PROVIDED RECORDS below:

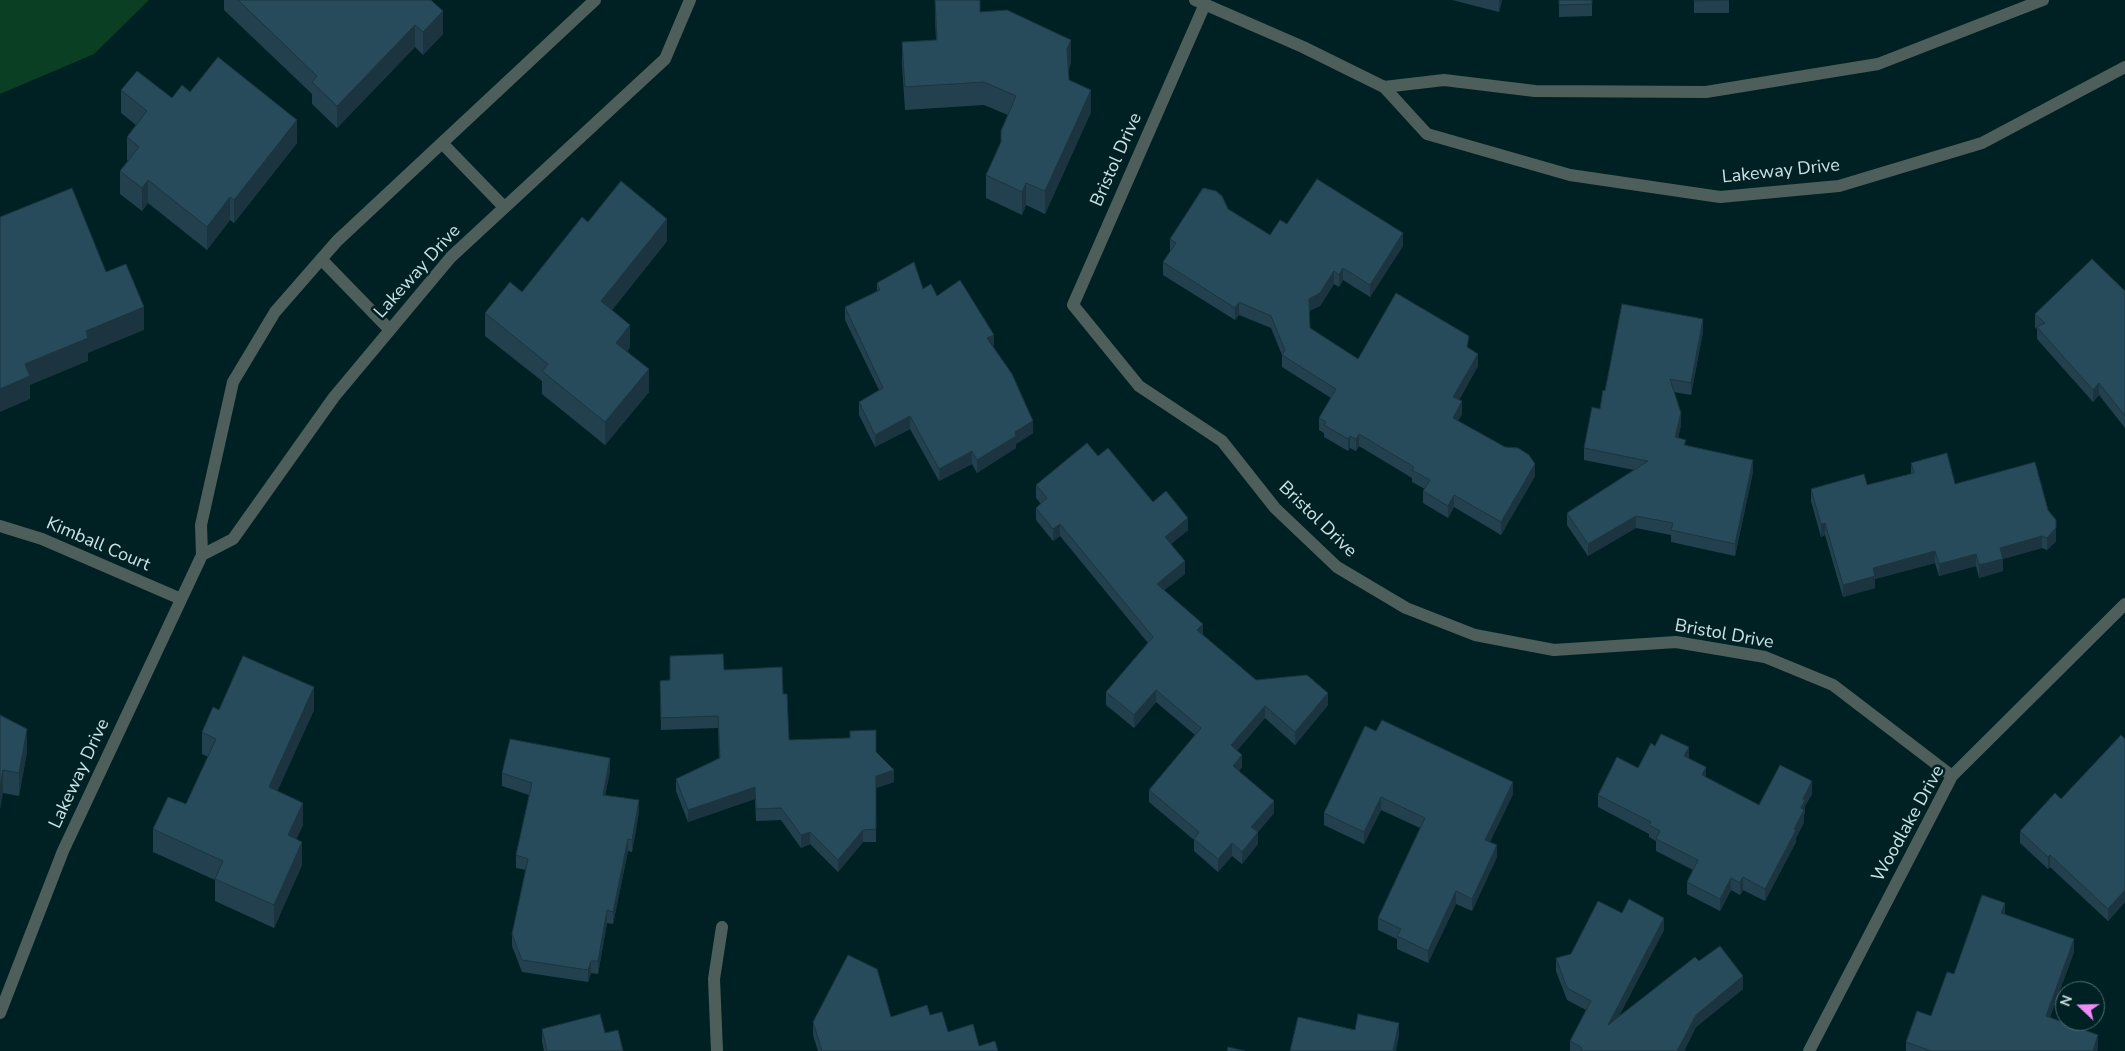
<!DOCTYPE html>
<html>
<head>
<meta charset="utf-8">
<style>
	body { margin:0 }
	#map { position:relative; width:2125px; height:1051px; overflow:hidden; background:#002124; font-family:"Nunito Sans",sans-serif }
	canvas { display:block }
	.north { position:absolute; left:2055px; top:981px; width:50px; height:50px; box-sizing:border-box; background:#002124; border:1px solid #526f71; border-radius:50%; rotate:291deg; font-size:14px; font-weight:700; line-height:20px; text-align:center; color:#cce3e5 }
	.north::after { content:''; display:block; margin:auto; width:18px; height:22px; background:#ef8bf7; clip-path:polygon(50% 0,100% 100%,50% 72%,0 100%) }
</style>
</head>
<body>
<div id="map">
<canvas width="2125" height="1051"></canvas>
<div class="north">N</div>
</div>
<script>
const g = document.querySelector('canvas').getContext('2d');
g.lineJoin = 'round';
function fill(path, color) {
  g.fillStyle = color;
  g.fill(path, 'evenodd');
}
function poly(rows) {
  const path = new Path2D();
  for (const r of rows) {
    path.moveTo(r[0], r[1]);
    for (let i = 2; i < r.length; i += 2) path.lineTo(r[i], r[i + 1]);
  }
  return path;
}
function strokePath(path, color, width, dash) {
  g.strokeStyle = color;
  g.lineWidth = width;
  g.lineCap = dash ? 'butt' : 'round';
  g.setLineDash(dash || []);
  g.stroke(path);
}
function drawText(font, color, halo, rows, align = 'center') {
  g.font = font + ' "Nunito Sans",sans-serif';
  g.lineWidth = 5;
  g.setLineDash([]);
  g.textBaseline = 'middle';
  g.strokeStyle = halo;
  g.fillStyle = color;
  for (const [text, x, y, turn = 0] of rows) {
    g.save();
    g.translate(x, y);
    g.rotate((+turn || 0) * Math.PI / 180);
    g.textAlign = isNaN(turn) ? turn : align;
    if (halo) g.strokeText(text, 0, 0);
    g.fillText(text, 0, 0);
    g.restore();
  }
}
fill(poly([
	[0,0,149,0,94,54,0,94]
]), '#0b3f24');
strokePath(poly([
	[1195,0,1303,47,1384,87,1427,134,1570,175,1720,197,1839,186,1982,143,2125,67],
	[1205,4,1073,305,1139,386,1222,441,1275,508,1337,567,1406,608,1475,635,1554,650,1676,642,1765,657,1833,685,1952,776],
	[1384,87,1444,80,1535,91,1706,92,1878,64,2043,0],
	[442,143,504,207],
	[321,259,390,330],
	[0,526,42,539,181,599],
	[202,555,233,539,334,397,451,257,665,59,690,0],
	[0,1013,63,851,202,555,201,525,233,382,275,312,337,241,595,0],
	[717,1051,714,979,722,927],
	[1809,1051,1952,776,2125,604]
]), '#4e5f5b', 12);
fill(poly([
	[224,0,431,0,443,34,423,55,415,47,337,128,312,104,312,94,224,10],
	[935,0,980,12,1071,63,1069,69,1069,80,1091,112,1045,214,1026,205,1022,215,986,198,986,175,1001,144,1001,131,1008,115,984,105,905,110,902,65,902,42,936,40,935,22],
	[1452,0,1502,0,1499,12],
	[1559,0,1592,0,1592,16,1559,17],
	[1694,0,1729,0,1729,13,1694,13],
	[121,90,172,98,190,92,297,143,234,223,230,220,207,250,148,203,142,211,120,194,120,171,128,161,127,160,127,137,136,125,121,113],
	[1228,209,1270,235,1287,224,1403,246,1370,297,1343,280,1339,287,1334,284,1320,306,1309,311,1310,328,1358,359,1469,348,1478,366,1459,400,1462,414,1458,421,1535,476,1501,535,1454,507,1448,518,1423,503,1423,491,1425,489,1412,482,1412,478,1359,446,1356,451,1350,448,1348,451,1324,437,1324,433,1319,430,1319,418,1331,398,1282,367,1282,355,1271,328,1239,315,1235,320,1163,275,1163,262,1170,252,1170,239],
	[588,222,667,241,612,310,630,347,627,352,649,392,605,445,542,394,542,381,485,336,485,313,522,292],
	[877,283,923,289,937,296,993,347,1033,433,1016,444,1016,448,977,473,972,464,939,481,910,429,875,447,859,415,859,402,879,390,845,320,845,307,877,291],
	[2125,291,2125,428,2099,395,2093,402,2037,339,2037,329,2035,327,2035,314],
	[1703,332,1691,395,1674,392,1681,425,1678,438,1686,445,1753,472,1735,556,1671,542,1671,535,1636,528,1588,556,1567,525,1567,513,1634,470,1584,460,1584,448,1600,409,1605,391],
	[1098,456,1153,502,1188,530,1171,544,1185,574,1164,590,1203,635,1256,680,1328,705,1295,745,1265,718,1237,750,1242,767,1239,771,1274,813,1258,832,1258,844,1242,864,1232,856,1218,872,1194,851,1194,840,1149,802,1149,790,1195,735,1156,702,1134,728,1106,705,1106,692,1148,643,1060,536,1053,541,1036,520,1036,508,1041,504,1036,498,1036,485],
	[1911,463,1955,484,2056,541,2047,550,2042,548,2003,559,2003,571,1979,578,1976,566,1939,576,1935,563,1875,579,1875,588,1843,597,1825,535,1821,537,1811,501,1811,489,1867,485,1911,474],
	[724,670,783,694,789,740,850,738,850,731,876,752,894,782,876,788,876,842,863,842,838,872,810,844,801,848,781,820,756,821,755,799,688,822,676,791,676,779,719,758,718,728,661,730,660,681,670,680],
	[219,710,314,710,277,791,303,825,296,839,302,865,274,928,215,901,215,880,153,852,153,829,186,804,208,757,202,754,202,732],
	[0,715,27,752,19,796,3,793],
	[1365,726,1513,794,1490,842,1497,857,1472,911,1456,904,1428,963,1397,949,1397,939,1378,930,1378,918,1420,828,1381,810,1364,844,1324,825,1324,813],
	[2125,739,2125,902,2108,921,2050,867,2048,869,2020,843,2020,831,2061,799],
	[1655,746,1689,758,1706,778,1759,805,1812,794,1805,806,1805,812,1804,815,1804,822,1796,838,1796,842,1765,901,1743,890,1740,895,1731,890,1720,911,1687,894,1687,882,1693,870,1656,851,1656,841,1649,837,1649,834,1598,807,1598,795,1638,768],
	[610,771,605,795,639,812,632,852,628,851,613,924,607,923,598,974,591,973,588,982,522,972,512,946,512,934,526,870,516,868,516,855,529,795,502,786,502,773],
	[1622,913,1664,930,1619,1016,1699,961,1743,989,1696,1027,1684,1051,1570,1051,1570,1041,1586,1010,1567,1000,1556,971,1556,958,1571,954],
	[2005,914,2074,952,2050,1017,2098,1047,2097,1051,1906,1051,1906,1042,1931,1016,1954,974],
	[930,1015,948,1032,979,1046,998,1051,818,1051,813,1035,813,1022,891,1017],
	[542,1029,605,1033,623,1051,544,1051,542,1041]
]), '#22404e');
fill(poly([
	[1499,0,1502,0,1499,12],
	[443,11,443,34,423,55,423,32],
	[415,25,415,47,337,128,337,106],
	[1071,40,1071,63,1067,71,1067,49],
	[1091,90,1091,112,1045,214,1045,191],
	[297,120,297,143,234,223,234,200],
	[148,180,148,203,142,211,142,188],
	[1026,183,1026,205,1022,215,1022,192],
	[230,197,230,220,207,250,207,227],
	[667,219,667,241,601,324,601,301],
	[1403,233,1403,246,1370,297,1370,285],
	[1343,268,1343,280,1339,287,1339,275],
	[1334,271,1334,284,1320,306,1309,311,1309,299],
	[1239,302,1239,315,1235,320,1235,308],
	[144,307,144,330,88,353,88,361,30,385,30,399,0,412,0,389,25,364,86,331],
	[1703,319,1703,332,1691,395,1691,383],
	[630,325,630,347,616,365,616,343],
	[994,335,994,347,987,338],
	[1478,354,1478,366,1453,409,1453,397],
	[649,369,649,392,605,445,605,422],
	[2099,383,2099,395,2093,402,2093,390],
	[1462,401,1462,414,1453,430,1453,418],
	[1681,413,1681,425,1675,450,1675,437],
	[910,416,910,429,875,447,875,435],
	[1033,421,1033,433,1016,444,1016,448,977,473,977,460,1015,432],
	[1359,434,1359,446,1356,451,1356,439],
	[1350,436,1350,448,1348,451,1348,439],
	[972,451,972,464,939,481,939,469],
	[1753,460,1753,472,1735,556,1735,544],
	[1535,464,1535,476,1501,535,1501,522],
	[1454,495,1454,507,1448,518,1448,506],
	[1636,516,1636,528,1588,556,1588,544],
	[1188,518,1188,530,1165,549,1165,537],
	[1825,523,1825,535,1821,537,1821,524],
	[1060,524,1060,536,1053,541,1053,529],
	[2056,528,2056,541,2047,550,2047,538],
	[2042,536,2042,548,2003,559,2003,571,1979,578,1979,565,2000,548],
	[1935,551,1935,563,1875,579,1875,588,1843,597,1843,585,1873,568],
	[1976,554,1976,566,1939,576,1939,564],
	[1185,561,1185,574,1157,596,1157,584],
	[1203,624,1203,636,1197,630],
	[314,687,314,710,269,810,269,787],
	[1156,690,1156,702,1134,728,1134,715],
	[1328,693,1328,705,1295,745,1295,732],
	[1265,706,1265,718,1231,758,1231,745],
	[27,729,27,752,19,796,19,773],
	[1689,747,1689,760,1684,756],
	[1242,755,1242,767,1233,778,1233,766],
	[610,758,610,771,603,807,603,795],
	[1706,767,1706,779,1702,775],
	[3,770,3,793,0,810,0,788],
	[894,770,894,782,876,788,876,776],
	[1812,781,1812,794,1805,806,1805,812,1804,815,1804,822,1796,838,1796,842,1765,901,1765,889,1794,829,1801,808,1803,799],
	[1513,782,1513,794,1485,852,1485,840],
	[755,787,755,799,688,822,688,810],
	[1381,797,1381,810,1364,844,1364,832],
	[639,800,639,812,632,852,632,840],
	[1274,801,1274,813,1251,839,1251,827],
	[303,803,303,825,288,858,288,835],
	[863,830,863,842,838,872,838,860],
	[810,832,810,844,801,848,801,835],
	[1258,832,1258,844,1242,864,1242,852],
	[628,839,628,851,613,924,613,912],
	[302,842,302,865,274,928,274,905],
	[1232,843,1232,856,1218,872,1218,859],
	[1497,845,1497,857,1472,911,1472,899],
	[2050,855,2050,867,2048,869,2048,857],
	[1743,877,1743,890,1740,895,1740,883],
	[1731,878,1731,890,1720,911,1720,899],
	[2125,890,2125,902,2108,921,2108,909],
	[1456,891,1456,904,1428,963,1428,951],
	[2005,903,2005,916,2001,913],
	[607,910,607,923,598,974,598,961],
	[1664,918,1664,930,1608,1037,1608,1025],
	[2074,939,2074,952,2046,1028,2046,1016],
	[591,961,591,973,588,982,588,970],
	[1743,976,1743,989,1696,1027,1684,1051,1677,1051,1696,1015],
	[1399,1023,1399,1036,1396,1051,1393,1051],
	[2098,1035,2098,1047,2097,1051,2093,1051]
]), '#1b3440');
const building = poly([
	[238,0,431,0,443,11,423,32,415,25,337,106,312,82,317,76,238,0],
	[935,0,980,0,980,12,1007,10,1071,40,1067,49,1069,80,1091,90,1045,191,1026,183,1022,192,986,175,1001,142,1001,131,1016,96,984,82,905,87,902,42,937,40,935,0],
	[1559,0,1592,0,1592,4,1559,5,1559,0],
	[1694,0,1729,0,1694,1,1694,0],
	[218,57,297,120,234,200,230,197,207,227,148,180,142,188,120,171,139,147,127,137,147,111,121,90,137,71,172,98,182,85,190,92,218,57],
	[1317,179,1403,233,1370,285,1343,268,1339,275,1334,271,1320,293,1309,299,1310,328,1358,359,1396,293,1469,336,1467,347,1478,354,1453,397,1462,401,1453,418,1505,447,1518,448,1529,455,1535,464,1501,522,1454,495,1448,506,1423,491,1430,480,1412,470,1414,467,1359,434,1356,439,1350,436,1348,439,1324,425,1326,422,1319,418,1336,389,1282,355,1285,350,1271,316,1239,302,1235,308,1163,262,1176,243,1170,239,1203,188,1216,191,1222,196,1228,209,1270,235,1280,220,1287,224,1317,179],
	[621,181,667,219,601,301,630,325,616,343,649,369,605,422,542,371,548,364,485,313,510,282,522,292,582,217,588,222,621,181],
	[72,188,106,272,126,264,144,307,86,331,88,338,25,364,30,376,0,389,0,217,72,188],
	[2092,259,2125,291,2125,416,2099,383,2093,390,2037,327,2045,323,2035,314,2092,259],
	[914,262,923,289,931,284,937,296,960,280,994,335,987,338,1012,374,1033,421,1015,432,1016,436,977,460,972,451,939,469,910,416,875,435,859,402,883,388,845,307,880,290,877,283,914,262],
	[1622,304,1703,319,1691,383,1670,379,1681,413,1675,437,1686,440,1684,445,1753,460,1735,544,1671,530,1673,523,1636,516,1588,544,1567,513,1648,461,1584,448,1592,407,1600,409,1603,390,1605,391,1622,304],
	[1087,443,1098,456,1108,448,1153,502,1166,491,1188,518,1165,537,1185,561,1157,584,1203,624,1197,630,1256,680,1307,675,1328,693,1295,732,1265,706,1231,745,1242,755,1233,766,1274,801,1251,827,1258,832,1242,852,1232,843,1218,859,1194,839,1199,832,1149,790,1201,728,1156,690,1134,715,1106,692,1153,637,1060,524,1053,529,1036,508,1047,498,1036,485,1087,443],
	[1947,453,1955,484,2035,462,2048,510,2056,520,2056,528,2047,538,2042,536,2000,548,2003,559,1979,565,1976,554,1939,564,1935,551,1873,568,1875,576,1843,585,1825,523,1821,524,1811,489,1864,474,1867,485,1914,473,1911,463,1947,453],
	[723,654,724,670,782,667,783,694,787,694,789,740,850,738,850,731,876,730,876,752,894,770,876,776,876,829,863,830,838,860,810,832,801,835,781,808,756,809,755,787,688,810,676,779,720,758,718,716,661,718,660,681,670,680,670,656,723,654],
	[243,656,314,687,269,787,303,803,288,835,302,842,274,905,215,879,223,861,153,829,168,797,186,804,216,739,202,732,213,707,219,710,243,656],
	[0,715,27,729,19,773,3,770,0,788,0,715],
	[1382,720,1513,782,1485,840,1497,845,1472,899,1456,891,1428,951,1397,936,1401,929,1378,918,1425,818,1381,797,1364,832,1324,813,1365,726,1376,731,1382,720],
	[1661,734,1689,747,1684,756,1706,767,1702,775,1759,805,1780,765,1812,781,1803,799,1805,800,1801,808,1804,810,1794,829,1796,830,1765,889,1743,877,1740,883,1731,878,1720,899,1687,882,1698,860,1656,839,1660,831,1649,825,1651,822,1598,795,1617,757,1638,768,1651,743,1655,746,1661,734],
	[2121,735,2125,739,2125,890,2108,909,2050,855,2048,857,2020,831,2055,793,2061,799,2121,735],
	[510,739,610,758,603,795,639,800,632,840,628,839,613,912,607,910,598,961,591,961,588,970,522,960,512,934,528,859,516,855,532,783,502,773,510,739],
	[1982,895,2005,903,2001,913,2074,939,2046,1016,2098,1035,2093,1051,1931,1051,1906,1042,1917,1011,1931,1016,1947,972,1954,974,1982,895],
	[1629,899,1664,918,1608,1025,1695,957,1699,961,1720,946,1743,976,1696,1015,1677,1051,1582,1051,1581,1047,1570,1041,1591,1001,1567,988,1556,958,1571,954,1598,901,1622,913,1629,899],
	[848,955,877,969,891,1017,927,1005,930,1015,942,1012,948,1032,973,1024,979,1046,995,1041,998,1051,822,1051,813,1022,848,955],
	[600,1014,605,1033,618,1030,623,1051,547,1051,542,1029,600,1014],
	[1358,1014,1399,1023,1393,1051,1290,1051,1298,1017,1355,1030,1358,1014],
	[1228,1047,1245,1051,1227,1051,1228,1047]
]);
fill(building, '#274b5b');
strokePath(building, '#1b3440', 1);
drawText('18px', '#cce3e5', '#002124', [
	["Bristol Drive",1117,160,-66],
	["Lakeway Drive",1781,172,-6],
	["Lakeway Drive",418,272,-48],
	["Bristol Drive",1317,520,44],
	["Kimball Court",98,545,23],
	["Bristol Drive",1724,635,10],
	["Lakeway Drive",80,774,-65],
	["Woodlake Drive",1909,824,-61]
]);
</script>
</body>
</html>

End of PROVIDED RECORDS.

WHAT TO WORK ON
Look above for the line holding "g.lineCap = dash ? 'butt' : 'round';". Print it and every line after it, exactly, through the line holding "g.strokeStyle = halo;".

EXERCISE RESULT
  g.lineCap = dash ? 'butt' : 'round';
  g.setLineDash(dash || []);
  g.stroke(path);
}
function drawText(font, color, halo, rows, align = 'center') {
  g.font = font + ' "Nunito Sans",sans-serif';
  g.lineWidth = 5;
  g.setLineDash([]);
  g.textBaseline = 'middle';
  g.strokeStyle = halo;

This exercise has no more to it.